According to FedMarket, the Federal Acquisition Regulations (FARs for short) give COs flexibility and considerable latitude in making a purchasing decision (they're some pretty powerful peeps). Under FAR, the term "best value" means the expected outcome of an acquisition provides the greatest overall benefit in response to the requirement. In short, the rules give contracting officers the latitude to go with a higher price based on best value considerations, with no restrictions on what best value considerations have to be. Anything can be considered a best value factor as long as it makes sense and has cost and performance implications. Of course, the government holds all of the cards and can do just about anything it wants in making an award as long as it appears to be cost effective and in the best interests of the taxpayer.

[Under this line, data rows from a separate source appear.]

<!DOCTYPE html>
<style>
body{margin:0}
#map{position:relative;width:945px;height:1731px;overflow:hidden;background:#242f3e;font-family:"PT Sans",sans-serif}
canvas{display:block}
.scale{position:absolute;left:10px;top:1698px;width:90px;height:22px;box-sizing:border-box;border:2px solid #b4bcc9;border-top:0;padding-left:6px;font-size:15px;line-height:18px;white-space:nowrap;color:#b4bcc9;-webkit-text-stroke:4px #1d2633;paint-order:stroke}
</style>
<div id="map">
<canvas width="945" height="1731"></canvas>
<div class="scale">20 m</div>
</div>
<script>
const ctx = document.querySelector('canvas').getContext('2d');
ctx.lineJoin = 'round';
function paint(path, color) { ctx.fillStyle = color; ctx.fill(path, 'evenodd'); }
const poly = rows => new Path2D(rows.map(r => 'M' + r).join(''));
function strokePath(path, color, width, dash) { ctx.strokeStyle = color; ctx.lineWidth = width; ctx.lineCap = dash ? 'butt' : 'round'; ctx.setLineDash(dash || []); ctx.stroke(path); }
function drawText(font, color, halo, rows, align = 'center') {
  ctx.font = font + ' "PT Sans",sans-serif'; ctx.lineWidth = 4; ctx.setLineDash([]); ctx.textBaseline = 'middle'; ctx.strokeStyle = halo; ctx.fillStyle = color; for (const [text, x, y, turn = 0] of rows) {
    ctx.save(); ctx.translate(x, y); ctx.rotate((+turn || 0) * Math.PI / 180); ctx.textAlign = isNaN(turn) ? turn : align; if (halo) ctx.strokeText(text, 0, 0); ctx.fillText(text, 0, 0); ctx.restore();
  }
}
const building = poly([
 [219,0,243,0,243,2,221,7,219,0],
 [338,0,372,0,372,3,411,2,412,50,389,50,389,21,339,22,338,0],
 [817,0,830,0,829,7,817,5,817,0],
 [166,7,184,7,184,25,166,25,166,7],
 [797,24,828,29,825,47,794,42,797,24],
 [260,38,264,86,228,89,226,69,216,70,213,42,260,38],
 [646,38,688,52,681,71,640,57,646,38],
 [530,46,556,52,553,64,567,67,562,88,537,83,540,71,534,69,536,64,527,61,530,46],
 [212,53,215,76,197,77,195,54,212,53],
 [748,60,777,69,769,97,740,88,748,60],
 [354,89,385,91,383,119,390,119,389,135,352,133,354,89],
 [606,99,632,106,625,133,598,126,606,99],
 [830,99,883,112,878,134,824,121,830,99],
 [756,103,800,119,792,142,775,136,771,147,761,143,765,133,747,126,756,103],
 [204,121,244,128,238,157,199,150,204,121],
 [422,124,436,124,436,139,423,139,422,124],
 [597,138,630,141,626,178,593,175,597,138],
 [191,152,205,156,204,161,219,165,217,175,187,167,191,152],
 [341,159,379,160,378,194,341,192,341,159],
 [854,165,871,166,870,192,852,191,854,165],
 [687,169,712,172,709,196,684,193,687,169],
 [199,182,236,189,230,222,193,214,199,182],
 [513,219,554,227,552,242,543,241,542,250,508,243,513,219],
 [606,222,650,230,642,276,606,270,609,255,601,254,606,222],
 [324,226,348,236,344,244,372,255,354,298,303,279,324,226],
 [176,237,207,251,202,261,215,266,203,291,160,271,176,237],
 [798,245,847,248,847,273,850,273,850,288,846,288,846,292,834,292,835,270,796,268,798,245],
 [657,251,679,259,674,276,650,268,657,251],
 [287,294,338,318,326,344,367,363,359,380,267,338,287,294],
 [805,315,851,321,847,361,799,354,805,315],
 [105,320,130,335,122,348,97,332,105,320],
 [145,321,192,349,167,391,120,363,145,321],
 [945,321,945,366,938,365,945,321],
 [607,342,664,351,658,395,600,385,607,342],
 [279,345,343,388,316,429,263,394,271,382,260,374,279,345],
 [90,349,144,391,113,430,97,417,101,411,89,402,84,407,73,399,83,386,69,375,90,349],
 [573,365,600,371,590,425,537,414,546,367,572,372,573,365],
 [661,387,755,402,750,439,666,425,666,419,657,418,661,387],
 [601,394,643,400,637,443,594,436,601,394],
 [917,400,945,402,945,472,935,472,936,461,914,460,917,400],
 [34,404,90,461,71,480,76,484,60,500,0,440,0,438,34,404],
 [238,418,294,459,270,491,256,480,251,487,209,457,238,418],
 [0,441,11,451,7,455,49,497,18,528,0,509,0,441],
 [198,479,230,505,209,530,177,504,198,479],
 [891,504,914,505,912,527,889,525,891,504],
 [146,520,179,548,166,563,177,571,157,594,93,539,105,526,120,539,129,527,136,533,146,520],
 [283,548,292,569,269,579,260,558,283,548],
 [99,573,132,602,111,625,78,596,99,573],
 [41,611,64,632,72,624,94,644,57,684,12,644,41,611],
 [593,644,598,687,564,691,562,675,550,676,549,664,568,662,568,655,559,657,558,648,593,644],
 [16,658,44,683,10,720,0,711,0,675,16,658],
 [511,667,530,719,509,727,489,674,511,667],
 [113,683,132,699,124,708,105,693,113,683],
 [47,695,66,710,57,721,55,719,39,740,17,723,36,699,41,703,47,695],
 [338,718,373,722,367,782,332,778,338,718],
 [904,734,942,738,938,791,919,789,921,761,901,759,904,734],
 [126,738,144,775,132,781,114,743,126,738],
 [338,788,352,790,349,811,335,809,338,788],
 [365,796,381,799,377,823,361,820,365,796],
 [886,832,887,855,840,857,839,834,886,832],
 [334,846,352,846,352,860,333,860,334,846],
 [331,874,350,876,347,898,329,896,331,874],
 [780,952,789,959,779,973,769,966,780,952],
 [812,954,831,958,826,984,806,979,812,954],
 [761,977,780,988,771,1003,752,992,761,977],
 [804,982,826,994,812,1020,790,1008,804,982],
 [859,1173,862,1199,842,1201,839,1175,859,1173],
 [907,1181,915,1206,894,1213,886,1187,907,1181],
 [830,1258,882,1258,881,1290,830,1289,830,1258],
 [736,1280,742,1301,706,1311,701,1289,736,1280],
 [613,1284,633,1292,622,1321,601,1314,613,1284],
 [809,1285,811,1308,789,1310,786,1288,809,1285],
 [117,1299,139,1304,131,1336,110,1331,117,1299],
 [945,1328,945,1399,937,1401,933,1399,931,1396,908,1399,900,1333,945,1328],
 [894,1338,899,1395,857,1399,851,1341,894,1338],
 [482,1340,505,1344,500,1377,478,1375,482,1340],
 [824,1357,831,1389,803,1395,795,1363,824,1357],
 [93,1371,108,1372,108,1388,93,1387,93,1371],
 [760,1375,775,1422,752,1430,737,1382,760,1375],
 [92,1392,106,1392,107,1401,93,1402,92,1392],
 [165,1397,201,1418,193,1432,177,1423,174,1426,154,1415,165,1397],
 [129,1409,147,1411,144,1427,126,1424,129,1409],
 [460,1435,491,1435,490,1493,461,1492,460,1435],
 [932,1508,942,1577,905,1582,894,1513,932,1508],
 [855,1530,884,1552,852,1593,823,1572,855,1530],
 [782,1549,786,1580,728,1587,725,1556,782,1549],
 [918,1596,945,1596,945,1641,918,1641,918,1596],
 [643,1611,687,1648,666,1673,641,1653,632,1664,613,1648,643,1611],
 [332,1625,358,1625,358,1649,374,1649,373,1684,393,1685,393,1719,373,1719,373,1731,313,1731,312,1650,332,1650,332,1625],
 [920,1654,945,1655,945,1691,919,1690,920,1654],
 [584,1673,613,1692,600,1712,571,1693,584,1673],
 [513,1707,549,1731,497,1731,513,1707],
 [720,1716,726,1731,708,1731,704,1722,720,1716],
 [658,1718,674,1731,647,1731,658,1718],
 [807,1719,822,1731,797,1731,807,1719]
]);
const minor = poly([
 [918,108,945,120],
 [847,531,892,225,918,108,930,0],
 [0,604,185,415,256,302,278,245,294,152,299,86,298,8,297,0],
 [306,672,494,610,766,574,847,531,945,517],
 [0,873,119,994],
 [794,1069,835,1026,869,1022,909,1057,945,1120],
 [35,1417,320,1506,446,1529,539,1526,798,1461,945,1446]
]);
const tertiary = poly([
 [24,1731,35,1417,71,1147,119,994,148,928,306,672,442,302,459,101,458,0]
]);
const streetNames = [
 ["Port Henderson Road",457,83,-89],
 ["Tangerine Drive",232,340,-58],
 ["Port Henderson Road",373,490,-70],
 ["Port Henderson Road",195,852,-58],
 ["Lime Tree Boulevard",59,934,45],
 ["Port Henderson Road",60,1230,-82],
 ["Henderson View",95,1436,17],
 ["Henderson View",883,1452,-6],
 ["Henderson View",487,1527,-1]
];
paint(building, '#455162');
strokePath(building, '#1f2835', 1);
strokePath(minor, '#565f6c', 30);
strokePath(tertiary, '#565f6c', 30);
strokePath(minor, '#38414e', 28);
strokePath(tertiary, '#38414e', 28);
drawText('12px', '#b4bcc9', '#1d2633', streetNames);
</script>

Best value procurements are supposed to announce that the technical evaluation factors, collectively, are more important than price. According to Michael Payne, the award to a higher priced proposal must balance cost against the best interest of the Government. “The perceived benefits of the higher priced proposal shall merit the additional cost" Sounds good? It's especially good for archeology, where shoddy work equals irrevocable loss of information. Not so fast...the U.S. Court of Federal Claims has held that price cannot be ignored simply because it is to be given less weight than the technical factors, and the Court has also stated an evaluation that fails to give price its due consideration is inconsistent with Federal contracting laws and cannot serve as a reasonable basis for an award. 

So much for "best value."

Instead, here's what we've wound up with:

"Best value will be determined by proposals that are deemed technically acceptable and present the lowest cost to the Government."

In action, what this means is the contracting officer sorts proposals by price, delivers the lowest priced one to the technical representative, and asks "is this proposal 'technically acceptable' or not." If it is, they get the award.